Risk Management
Initiating risk, identifying risk, managing and responding to risk, monitoring, reporting and communicating risk.
5. Managing and Responding to Risk
After risks have been analysed, the next step is to respond to the risk and then take action. It is important that once risks have been graded that staff “need to think about appropriate actions to deal with individual threats and opportunities” (Hillson, 2012 p. 126). There are a number of opportunities available to staff when presented with a risk. These have been summarised in Table 2 as a number of theorists offer differing terminology when describing the available options.
If the appropriate action when responding to a risk is to control or eliminate a risk, a number of options are also available. These are outlined as ‘types’ of controls by the HM Treasury (2004) in their Orange Book. Below is a brief outline of the four controls outlined by HM Treasury (2004, pp. 28-29) which can be used to control or eliminate a risk:
- Preventive Controls - These controls are designed to limit the possibility of an undesirable outcome being realised...The majority of controls implemented in organisations tend to belong to this category. Examples of preventive controls include separation of duty, whereby no one person has authority to act without the consent of another.
- Corrective Controls - These controls are designed to correct undesirable outcomes which have been realised.

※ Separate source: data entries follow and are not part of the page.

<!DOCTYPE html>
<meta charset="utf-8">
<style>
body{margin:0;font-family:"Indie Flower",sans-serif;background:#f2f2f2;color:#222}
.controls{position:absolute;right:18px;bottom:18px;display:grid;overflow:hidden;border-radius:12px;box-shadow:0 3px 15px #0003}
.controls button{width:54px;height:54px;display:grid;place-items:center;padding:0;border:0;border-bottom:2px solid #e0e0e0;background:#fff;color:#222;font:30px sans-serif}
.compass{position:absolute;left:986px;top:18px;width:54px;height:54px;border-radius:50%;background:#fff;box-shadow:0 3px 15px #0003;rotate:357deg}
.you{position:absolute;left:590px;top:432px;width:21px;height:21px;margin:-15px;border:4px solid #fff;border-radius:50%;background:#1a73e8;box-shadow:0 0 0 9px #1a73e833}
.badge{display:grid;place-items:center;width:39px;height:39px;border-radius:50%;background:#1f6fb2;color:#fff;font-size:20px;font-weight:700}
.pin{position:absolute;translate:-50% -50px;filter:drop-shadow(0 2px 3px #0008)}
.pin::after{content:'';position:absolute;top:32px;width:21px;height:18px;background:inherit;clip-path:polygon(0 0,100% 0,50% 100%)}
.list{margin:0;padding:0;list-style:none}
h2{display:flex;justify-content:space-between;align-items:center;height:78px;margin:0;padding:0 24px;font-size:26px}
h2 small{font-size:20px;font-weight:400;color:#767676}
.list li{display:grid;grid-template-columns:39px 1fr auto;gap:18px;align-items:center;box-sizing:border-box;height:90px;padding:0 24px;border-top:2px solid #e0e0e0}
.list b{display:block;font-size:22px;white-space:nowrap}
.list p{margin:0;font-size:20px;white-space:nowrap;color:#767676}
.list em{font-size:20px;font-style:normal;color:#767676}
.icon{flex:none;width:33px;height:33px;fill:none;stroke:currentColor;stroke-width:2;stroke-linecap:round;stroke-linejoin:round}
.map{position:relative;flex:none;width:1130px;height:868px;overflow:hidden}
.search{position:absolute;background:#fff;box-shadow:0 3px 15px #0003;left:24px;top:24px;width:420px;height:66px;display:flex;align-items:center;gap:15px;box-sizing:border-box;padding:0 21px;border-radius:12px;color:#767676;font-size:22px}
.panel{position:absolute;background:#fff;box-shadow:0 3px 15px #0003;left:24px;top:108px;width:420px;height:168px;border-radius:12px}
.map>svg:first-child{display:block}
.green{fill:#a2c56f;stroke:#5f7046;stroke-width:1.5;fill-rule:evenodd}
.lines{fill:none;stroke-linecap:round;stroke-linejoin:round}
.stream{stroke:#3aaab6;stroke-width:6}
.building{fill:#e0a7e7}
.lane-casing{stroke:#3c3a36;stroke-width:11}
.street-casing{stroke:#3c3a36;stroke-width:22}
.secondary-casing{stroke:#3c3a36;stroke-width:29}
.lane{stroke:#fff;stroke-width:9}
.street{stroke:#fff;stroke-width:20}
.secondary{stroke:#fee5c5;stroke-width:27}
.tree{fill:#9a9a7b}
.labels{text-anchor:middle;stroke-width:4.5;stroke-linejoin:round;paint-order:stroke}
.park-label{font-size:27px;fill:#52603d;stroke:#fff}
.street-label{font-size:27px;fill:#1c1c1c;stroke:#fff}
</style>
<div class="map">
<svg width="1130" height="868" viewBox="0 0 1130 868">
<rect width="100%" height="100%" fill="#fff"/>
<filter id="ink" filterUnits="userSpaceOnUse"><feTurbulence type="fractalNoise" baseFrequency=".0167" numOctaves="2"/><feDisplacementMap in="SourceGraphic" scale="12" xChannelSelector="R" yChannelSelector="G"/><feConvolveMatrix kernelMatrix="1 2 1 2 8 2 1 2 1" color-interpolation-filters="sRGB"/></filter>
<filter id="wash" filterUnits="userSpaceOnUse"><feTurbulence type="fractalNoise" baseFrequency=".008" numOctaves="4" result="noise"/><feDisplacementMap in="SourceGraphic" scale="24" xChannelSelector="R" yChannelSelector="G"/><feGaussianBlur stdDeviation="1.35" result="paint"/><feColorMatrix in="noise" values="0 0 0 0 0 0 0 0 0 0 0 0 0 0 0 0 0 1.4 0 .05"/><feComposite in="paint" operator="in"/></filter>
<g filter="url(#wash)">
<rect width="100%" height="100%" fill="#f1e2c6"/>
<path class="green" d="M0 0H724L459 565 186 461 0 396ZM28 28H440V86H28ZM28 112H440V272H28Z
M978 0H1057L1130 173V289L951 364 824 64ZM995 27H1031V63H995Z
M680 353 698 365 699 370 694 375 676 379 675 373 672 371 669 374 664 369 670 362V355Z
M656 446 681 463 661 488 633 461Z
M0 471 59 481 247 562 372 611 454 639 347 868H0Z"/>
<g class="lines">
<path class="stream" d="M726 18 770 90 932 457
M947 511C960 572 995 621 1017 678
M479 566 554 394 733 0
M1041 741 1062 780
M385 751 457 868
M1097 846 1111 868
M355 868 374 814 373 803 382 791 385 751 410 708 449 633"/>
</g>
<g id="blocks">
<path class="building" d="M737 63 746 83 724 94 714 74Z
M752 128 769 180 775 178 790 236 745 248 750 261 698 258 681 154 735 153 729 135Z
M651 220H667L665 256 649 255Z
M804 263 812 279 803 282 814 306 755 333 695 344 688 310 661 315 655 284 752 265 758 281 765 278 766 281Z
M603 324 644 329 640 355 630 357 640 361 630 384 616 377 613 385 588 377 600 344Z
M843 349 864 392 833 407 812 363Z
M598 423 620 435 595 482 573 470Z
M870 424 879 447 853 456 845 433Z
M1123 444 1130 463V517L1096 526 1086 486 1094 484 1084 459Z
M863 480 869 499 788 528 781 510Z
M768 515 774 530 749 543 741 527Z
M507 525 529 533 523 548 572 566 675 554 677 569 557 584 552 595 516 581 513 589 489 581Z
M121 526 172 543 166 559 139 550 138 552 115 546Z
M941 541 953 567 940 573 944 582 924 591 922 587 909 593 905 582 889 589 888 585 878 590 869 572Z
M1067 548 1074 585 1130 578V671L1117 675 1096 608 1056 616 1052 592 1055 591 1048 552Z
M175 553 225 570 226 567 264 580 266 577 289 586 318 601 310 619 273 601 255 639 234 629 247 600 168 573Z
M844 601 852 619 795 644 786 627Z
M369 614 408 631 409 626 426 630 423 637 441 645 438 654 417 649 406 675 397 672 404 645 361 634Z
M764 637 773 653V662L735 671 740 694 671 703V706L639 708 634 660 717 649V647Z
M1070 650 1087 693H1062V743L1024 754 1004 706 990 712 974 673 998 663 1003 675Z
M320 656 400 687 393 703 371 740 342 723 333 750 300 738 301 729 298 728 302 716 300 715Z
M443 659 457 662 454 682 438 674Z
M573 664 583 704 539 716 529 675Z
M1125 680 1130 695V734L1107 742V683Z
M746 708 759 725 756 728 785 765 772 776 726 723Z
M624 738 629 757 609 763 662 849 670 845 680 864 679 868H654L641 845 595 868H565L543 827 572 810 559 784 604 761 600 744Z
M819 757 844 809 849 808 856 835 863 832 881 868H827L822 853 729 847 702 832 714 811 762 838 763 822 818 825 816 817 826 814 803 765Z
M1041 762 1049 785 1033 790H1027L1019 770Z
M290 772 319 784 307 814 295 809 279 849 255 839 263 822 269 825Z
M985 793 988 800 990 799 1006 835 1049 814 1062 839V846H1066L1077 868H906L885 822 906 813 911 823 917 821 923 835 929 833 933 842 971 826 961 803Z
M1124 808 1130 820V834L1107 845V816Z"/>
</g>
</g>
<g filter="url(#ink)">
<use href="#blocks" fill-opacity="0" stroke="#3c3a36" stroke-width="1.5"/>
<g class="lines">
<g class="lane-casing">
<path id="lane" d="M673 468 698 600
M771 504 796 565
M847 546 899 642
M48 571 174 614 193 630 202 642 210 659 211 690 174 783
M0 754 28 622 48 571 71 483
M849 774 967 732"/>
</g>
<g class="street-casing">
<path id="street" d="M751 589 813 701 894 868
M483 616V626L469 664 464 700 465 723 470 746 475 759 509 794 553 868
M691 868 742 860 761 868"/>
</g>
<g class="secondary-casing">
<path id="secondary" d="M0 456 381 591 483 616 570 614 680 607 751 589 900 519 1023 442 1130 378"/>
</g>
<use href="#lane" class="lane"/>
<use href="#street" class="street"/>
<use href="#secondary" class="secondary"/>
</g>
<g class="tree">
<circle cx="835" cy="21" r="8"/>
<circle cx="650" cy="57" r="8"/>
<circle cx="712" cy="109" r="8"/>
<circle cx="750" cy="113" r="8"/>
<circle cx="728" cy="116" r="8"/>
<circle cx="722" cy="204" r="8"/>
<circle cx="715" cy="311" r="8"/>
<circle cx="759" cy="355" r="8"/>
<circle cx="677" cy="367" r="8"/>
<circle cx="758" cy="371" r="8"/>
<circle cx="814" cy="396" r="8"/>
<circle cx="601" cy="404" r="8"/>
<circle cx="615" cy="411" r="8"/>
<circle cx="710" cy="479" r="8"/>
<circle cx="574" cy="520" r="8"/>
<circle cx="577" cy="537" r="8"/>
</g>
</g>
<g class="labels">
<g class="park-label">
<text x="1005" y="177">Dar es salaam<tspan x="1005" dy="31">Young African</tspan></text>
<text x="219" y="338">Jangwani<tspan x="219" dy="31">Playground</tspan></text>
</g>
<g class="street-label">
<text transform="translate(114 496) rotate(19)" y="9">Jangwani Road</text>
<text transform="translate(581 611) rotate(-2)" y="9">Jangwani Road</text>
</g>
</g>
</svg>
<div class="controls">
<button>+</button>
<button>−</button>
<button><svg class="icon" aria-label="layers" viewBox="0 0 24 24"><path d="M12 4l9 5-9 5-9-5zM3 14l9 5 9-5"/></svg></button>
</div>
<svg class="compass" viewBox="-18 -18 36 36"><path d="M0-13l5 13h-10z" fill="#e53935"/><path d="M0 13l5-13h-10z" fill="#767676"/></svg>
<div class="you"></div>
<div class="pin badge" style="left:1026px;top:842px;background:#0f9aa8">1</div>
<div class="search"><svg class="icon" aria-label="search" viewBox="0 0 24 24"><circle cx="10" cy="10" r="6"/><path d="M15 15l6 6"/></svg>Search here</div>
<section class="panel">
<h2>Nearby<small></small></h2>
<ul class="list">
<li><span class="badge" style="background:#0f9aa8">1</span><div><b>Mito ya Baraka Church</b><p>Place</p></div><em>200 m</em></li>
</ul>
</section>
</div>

They provide a route of recourse to achieve some recovery against loss or damage. An example of this would be insurance which can facilitate financial recovery against the realisation of a risk.
- Directive Controls - These controls are designed to ensure that a particular outcome is achieved. They are particularly important when it is critical that an undesirable event is avoided - typically associated with Health and Safety or with security. Examples of this type of control would be to include a requirement that protective clothing be worn during the performance of dangerous duties.

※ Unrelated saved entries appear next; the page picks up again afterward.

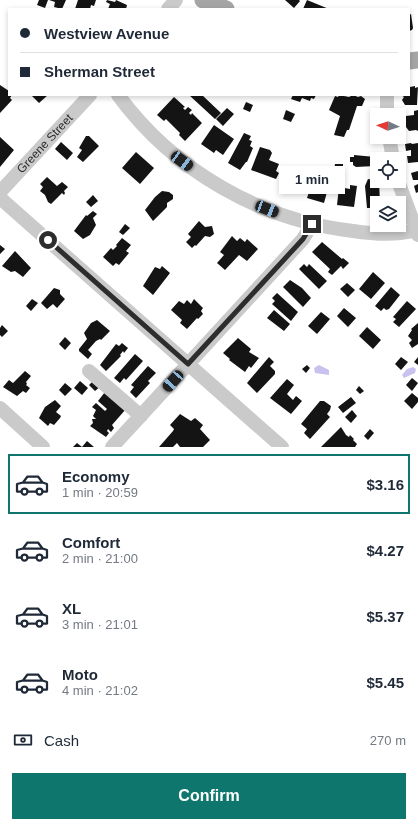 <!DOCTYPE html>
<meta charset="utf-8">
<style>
body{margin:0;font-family:Arial,sans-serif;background:#f2f2f3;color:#1f2937;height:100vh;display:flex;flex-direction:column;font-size:15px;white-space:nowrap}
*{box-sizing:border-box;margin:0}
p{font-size:13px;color:#747a83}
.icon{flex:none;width:22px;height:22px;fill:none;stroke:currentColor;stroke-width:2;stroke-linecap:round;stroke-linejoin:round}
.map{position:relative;height:447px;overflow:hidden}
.side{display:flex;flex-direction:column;background:#fff;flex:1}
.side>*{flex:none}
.guide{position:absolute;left:8px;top:8px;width:402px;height:88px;border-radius:0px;box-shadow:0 2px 6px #0003;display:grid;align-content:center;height:88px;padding:0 12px;background:#fff}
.needle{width:26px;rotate:273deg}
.fabs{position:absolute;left:370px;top:108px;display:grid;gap:8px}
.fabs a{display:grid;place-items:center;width:36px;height:36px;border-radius:0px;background:#fff;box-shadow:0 2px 6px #0003;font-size:20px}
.end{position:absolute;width:18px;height:18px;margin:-9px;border:5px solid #2d2d2d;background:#fff;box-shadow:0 0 0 2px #fff}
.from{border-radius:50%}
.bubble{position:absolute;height:28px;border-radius:0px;background:#fff;box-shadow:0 2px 6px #0003;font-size:13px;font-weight:700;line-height:28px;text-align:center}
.car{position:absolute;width:12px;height:24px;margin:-12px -6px;border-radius:5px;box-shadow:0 0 3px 1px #0007;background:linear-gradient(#222 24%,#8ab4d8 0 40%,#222 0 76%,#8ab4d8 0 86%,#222 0)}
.guide b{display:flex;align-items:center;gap:14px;height:38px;font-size:15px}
.guide b+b{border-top:1px solid #e0e1e3}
.guide i{width:10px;height:10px;background:#1f2937}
ul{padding:7px 0 0;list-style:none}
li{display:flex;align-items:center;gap:12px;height:60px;margin:0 8px 6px;padding:0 4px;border:2px solid transparent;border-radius:0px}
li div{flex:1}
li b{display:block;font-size:15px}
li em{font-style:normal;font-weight:700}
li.on{border-color:#0f766e}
li>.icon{width:36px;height:36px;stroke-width:1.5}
.pay{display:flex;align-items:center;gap:10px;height:44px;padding:0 12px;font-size:15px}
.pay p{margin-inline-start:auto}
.action{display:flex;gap:8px;margin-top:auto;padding:8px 12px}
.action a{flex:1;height:46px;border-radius:0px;background:#0f766e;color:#fff;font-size:16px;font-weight:700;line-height:46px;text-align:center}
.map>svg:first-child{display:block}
.water{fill:#cac2ee}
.building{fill:#141414}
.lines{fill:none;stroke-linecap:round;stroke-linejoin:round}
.minor{stroke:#cacaca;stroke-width:14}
.major{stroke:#a5a5a5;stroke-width:17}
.route{stroke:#2d2d2d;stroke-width:5}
.labels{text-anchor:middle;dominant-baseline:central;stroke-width:4;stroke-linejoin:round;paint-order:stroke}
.street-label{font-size:12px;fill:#2d2d2d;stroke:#fff}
</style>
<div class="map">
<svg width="418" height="447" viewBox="0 0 418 447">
<rect width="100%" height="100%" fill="#fff"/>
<path class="water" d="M 319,365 L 329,370 L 329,375 L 315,373 L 314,368 Z
M 413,367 L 416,369 L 415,373 L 404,378 L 402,375 L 407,369 Z"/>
<path class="building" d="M 39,0 L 48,0 L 45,8 L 37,5 Z
M 49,0 L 66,0 L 62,9 L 54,7 L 55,2 Z
M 78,0 L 96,0 L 94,6 L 91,5 L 90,9 L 75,9 Z
M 107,0 L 115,2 L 116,0 L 127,5 L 126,9 L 108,9 L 110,4 L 106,2 Z
M 285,0 L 299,0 L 300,1 L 294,8 Z
M 307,0 L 329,9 L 303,9 Z
M 411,14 L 413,28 L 412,30 L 409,31 L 409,15 Z
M 0,85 L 9,91 L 9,95 L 12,95 L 10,98 L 12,100 L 0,113 Z
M 415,86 L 415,88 L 418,87 L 417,105 L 405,105 L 402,100 L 404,97 L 401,95 L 409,95 L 410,87 Z
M 31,95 L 48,95 L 39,103 Z
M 189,95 L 202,95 L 221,113 L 215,119 Z
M 293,95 L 316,95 L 314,99 L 311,98 L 310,101 L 302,98 L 300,102 L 291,99 Z
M 339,95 L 349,97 L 353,95 L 358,97 L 361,96 L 365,99 L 362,106 L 357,106 L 349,130 L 347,130 L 344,137 L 334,135 L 340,116 L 329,110 L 335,96 L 338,97 Z
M 174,97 L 185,107 L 183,108 L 185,110 L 188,107 L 192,110 L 189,113 L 191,115 L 192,113 L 202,123 L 185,141 L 179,135 L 180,133 L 166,119 L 164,121 L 157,115 Z
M 246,102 L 253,105 L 250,112 L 243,109 Z
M 227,108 L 234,114 L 223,126 L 216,119 Z
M 286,110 L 295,114 L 291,122 L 283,119 Z
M 418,110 L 418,131 L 416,130 L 409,131 L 406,127 L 406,116 L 414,115 L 414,111 Z
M 214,125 L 234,139 L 223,155 L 216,150 L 214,153 L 201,144 Z
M 244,133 L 251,136 L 249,140 L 252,141 L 250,146 L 253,148 L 247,162 L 246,162 L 240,170 L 228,163 Z
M 86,136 L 89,136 L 99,146 L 83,162 L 77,157 L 82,150 L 79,148 Z
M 0,137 L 14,150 L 0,167 Z
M 61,142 L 73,153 L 67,160 L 55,149 Z
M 411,143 L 412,144 L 418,143 L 418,162 L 408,163 L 407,156 L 411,156 L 411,150 L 406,151 L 405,144 Z
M 260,147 L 270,150 L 272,153 L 269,160 L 279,164 L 276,171 L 279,173 L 276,179 L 251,170 Z
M 136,152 L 154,168 L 140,184 L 122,168 Z
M 354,155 L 375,157 L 375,166 L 356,167 L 353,165 L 353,162 L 350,162 L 350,157 L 354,157 Z
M 335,164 L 343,164 L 343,170 L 334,170 Z
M 287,171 L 295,176 L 296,172 L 303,174 L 297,190 L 293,188 L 292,189 L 282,184 Z
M 418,171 L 418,180 L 413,180 L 411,173 Z
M 47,177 L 57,186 L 62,182 L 68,187 L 64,191 L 65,193 L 64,195 L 62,193 L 51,204 L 48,202 L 45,195 L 40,191 L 43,187 L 40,184 Z
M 314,177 L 330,181 L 324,203 L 307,198 Z
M 368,179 L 379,181 L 380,203 L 377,203 L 377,208 L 367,208 L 365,186 Z
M 418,184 L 418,192 L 416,193 L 414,186 Z
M 350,185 L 357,186 L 354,207 L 337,205 L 339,187 L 350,189 Z
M 162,191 L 169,192 L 173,195 L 173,199 L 167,203 L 167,207 L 153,221 L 145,210 L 155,197 Z
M 93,195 L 98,201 L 91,207 L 86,202 Z
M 93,211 L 97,214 L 93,218 L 96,225 L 90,235 L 83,239 L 74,231 L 86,215 L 87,216 Z
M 199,221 L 205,227 L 212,226 L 214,234 L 210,237 L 205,236 L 196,246 L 195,245 L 192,248 L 186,242 L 191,237 L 188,234 Z
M 125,224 L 130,228 L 123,235 L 119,232 Z
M 232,236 L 237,241 L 240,238 L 245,242 L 247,239 L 258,249 L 247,261 L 239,255 L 225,270 L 217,263 L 224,255 L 220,252 Z
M 122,238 L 131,245 L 126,251 L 129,253 L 119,265 L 116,263 L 113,266 L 103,257 L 111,248 L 113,250 L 117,246 L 116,245 Z
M 322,242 L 342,259 L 343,258 L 349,263 L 343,269 L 341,266 L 332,275 L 328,272 L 330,269 L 312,252 Z
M 0,245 L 5,249 L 0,254 Z
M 15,251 L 31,268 L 23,277 L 15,271 L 11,272 L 2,266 Z
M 304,264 L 307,267 L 309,264 L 327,281 L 319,289 L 299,269 Z
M 162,266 L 170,273 L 153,295 L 143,286 L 155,267 L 160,269 Z
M 373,272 L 385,283 L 371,299 L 359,289 Z
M 290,280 L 302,288 L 311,298 L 303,307 L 283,287 Z
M 347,283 L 355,290 L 348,297 L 340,289 Z
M 391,287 L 400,295 L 389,309 L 386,310 L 384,308 L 381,311 L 375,306 Z
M 54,288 L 60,290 L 60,294 L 65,299 L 57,308 L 53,304 L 47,309 L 41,303 Z
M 277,293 L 298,312 L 291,321 L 272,304 L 275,301 L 272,298 Z
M 32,299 L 38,303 L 31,311 L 26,306 Z
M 194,299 L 203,308 L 201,311 L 203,314 L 198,319 L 197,318 L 187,329 L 180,323 L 182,320 L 171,310 L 179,301 L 184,304 L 187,300 L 191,304 Z
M 407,301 L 416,309 L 399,327 L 393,322 L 396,319 L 393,317 Z
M 344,308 L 356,318 L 348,327 L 337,316 Z
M 274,310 L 290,324 L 284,331 L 267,318 Z
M 321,312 L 330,319 L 317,334 L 308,326 Z
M 97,320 L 110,331 L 101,340 L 100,339 L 96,341 L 88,350 L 92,354 L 88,359 L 79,351 L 79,349 L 87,339 L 84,333 L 91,323 Z
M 418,323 L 418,344 L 412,348 L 409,343 L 412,340 L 408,336 L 412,330 L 411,329 Z
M 2,325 L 8,331 L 2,337 L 0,335 L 0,328 Z
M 367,327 L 381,340 L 373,349 L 359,336 Z
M 65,337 L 71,343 L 65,350 L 59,344 Z
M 238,338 L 251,349 L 249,352 L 259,358 L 251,368 L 249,366 L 245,372 L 229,360 L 230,359 L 223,353 Z
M 122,343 L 128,348 L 124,353 L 123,351 L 120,355 L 121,356 L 106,371 L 100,365 L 116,344 L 119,346 Z
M 135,354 L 143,361 L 126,380 L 124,378 L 120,383 L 114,378 Z
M 269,357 L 274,362 L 270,366 L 275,371 L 275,374 L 257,393 L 247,383 Z
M 401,357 L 408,362 L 401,370 L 395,364 Z
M 418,357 L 418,365 L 414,362 Z
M 307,365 L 310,368 L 306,373 L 302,369 Z
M 148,366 L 156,373 L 148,381 L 150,383 L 136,398 L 130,392 L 134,387 L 131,385 Z
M 25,371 L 31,376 L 26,382 L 27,384 L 26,385 L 30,388 L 26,393 L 23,391 L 17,396 L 3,387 L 9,380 L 13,383 Z
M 412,378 L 418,383 L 412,391 L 406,385 Z
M 287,379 L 294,385 L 287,394 L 293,400 L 296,396 L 302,401 L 291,414 L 270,398 Z
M 94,380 L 101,386 L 95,391 L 89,385 Z
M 80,381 L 88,388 L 82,395 L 74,388 Z
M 65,383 L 72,389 L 65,396 L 59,390 Z
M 359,386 L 364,391 L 360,394 L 356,390 Z
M 105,392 L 126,409 L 112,425 L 114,428 L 111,432 L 108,429 L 107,431 L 109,433 L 106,437 L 90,426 L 93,423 L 92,419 L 96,419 L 93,416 L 96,410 L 92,407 L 96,403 L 105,411 L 107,409 L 98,401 Z
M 412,393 L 418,398 L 418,402 L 412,409 L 404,401 Z
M 351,397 L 356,403 L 343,413 L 338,407 Z
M 55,400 L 61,406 L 56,412 L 61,416 L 60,418 L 54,425 L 50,423 L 48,426 L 39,418 L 45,407 Z
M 320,401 L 324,401 L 331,406 L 330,410 L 327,414 L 330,417 L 310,439 L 304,433 L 307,429 L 301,424 Z
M 352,410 L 357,416 L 351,423 L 345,417 Z
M 180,414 L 191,421 L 195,418 L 203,425 L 200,429 L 210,440 L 203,447 L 180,447 L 177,443 L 173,447 L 159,447 L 173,431 L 174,429 L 170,425 Z
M 341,427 L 346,435 L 349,437 L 350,435 L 354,439 L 353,440 L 357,444 L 355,447 L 321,447 Z
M 370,429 L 374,433 L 368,440 L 364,436 Z
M 87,441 L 94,447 L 73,447 L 77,443 L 82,447 Z"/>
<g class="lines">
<g class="minor">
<path d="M 168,9 L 176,0"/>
<path d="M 118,95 C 174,171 260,220 353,231 C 373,234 396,236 416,230"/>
<path d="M 387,95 L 387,115"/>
<path d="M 389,137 L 393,159"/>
<path d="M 398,181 L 418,235"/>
<path id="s1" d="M 0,192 L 90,95"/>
<path d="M 0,198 L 282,447"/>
<path d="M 89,371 L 141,416"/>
<path d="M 0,408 L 43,447"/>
<path d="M 112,447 L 303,239 L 312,224"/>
</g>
<path class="major" d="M 203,0 L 226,9
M 409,61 L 418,60"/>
</g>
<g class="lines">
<path class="route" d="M 48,240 L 188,364 L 303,239 L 312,224"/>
</g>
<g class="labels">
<g class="street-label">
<text stroke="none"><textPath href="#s1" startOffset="66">Greene Street</textPath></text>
</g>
</g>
</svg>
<div class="fabs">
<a><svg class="needle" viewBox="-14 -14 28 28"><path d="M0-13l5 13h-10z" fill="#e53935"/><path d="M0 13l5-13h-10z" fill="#747a83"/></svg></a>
<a><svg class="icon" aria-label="locate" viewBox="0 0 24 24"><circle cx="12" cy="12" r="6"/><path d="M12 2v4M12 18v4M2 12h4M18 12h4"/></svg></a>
<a><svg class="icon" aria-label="layers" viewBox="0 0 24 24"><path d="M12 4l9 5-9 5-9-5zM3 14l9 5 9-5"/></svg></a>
</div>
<i class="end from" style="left:48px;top:240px"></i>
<i class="end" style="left:312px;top:224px"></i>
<div class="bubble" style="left:279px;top:166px;width:66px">1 min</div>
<i class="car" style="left:182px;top:161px;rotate:126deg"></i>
<i class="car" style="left:267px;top:209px;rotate:111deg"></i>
<i class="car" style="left:173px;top:381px;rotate:222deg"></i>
<div class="guide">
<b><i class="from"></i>Westview Avenue</b>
<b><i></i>Sherman Street</b>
</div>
</div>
<section class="side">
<ul>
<li class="on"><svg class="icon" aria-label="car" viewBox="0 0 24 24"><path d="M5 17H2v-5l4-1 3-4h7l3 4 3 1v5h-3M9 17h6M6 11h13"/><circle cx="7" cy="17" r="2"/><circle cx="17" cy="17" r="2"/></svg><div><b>Economy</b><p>1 min · 20:59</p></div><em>$3.16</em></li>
<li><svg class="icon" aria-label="car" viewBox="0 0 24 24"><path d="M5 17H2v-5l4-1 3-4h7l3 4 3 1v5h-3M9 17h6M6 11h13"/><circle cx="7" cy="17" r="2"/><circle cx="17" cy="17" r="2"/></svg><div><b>Comfort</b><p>2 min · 21:00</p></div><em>$4.27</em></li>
<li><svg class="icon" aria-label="car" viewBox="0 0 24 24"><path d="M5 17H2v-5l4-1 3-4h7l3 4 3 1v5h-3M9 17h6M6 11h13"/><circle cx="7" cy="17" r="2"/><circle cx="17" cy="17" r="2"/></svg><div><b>XL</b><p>3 min · 21:01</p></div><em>$5.37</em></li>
<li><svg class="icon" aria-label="car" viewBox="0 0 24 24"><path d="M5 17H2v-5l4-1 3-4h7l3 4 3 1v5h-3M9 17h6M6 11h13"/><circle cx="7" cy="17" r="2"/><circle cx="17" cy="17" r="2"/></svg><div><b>Moto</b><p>4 min · 21:02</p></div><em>$5.45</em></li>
</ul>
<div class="pay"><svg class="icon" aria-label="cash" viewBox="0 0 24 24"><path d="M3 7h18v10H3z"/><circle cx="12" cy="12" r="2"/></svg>Cash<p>270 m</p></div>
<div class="action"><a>Confirm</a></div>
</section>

- Detective Controls - These controls are designed to identify occasions of undesirable outcomes having been realised. Their effect is, by definition, “after the event” so they are only appropriate when it is possible to accept the loss or damage incurred. Examples of detective controls include stock or asset.”
Controls can mitigate risk by eliminating some of the system’s vulnerability, reducing the capacity and motivation of the risk or reducing the magnitude of the potential or actual adverse impact. Organisations can then analyse the extent to which the risk has been reduced through the controls by reassessing the likelihood and consequence, the new risk rating is called the ‘residual risk’ (NIST, 2002).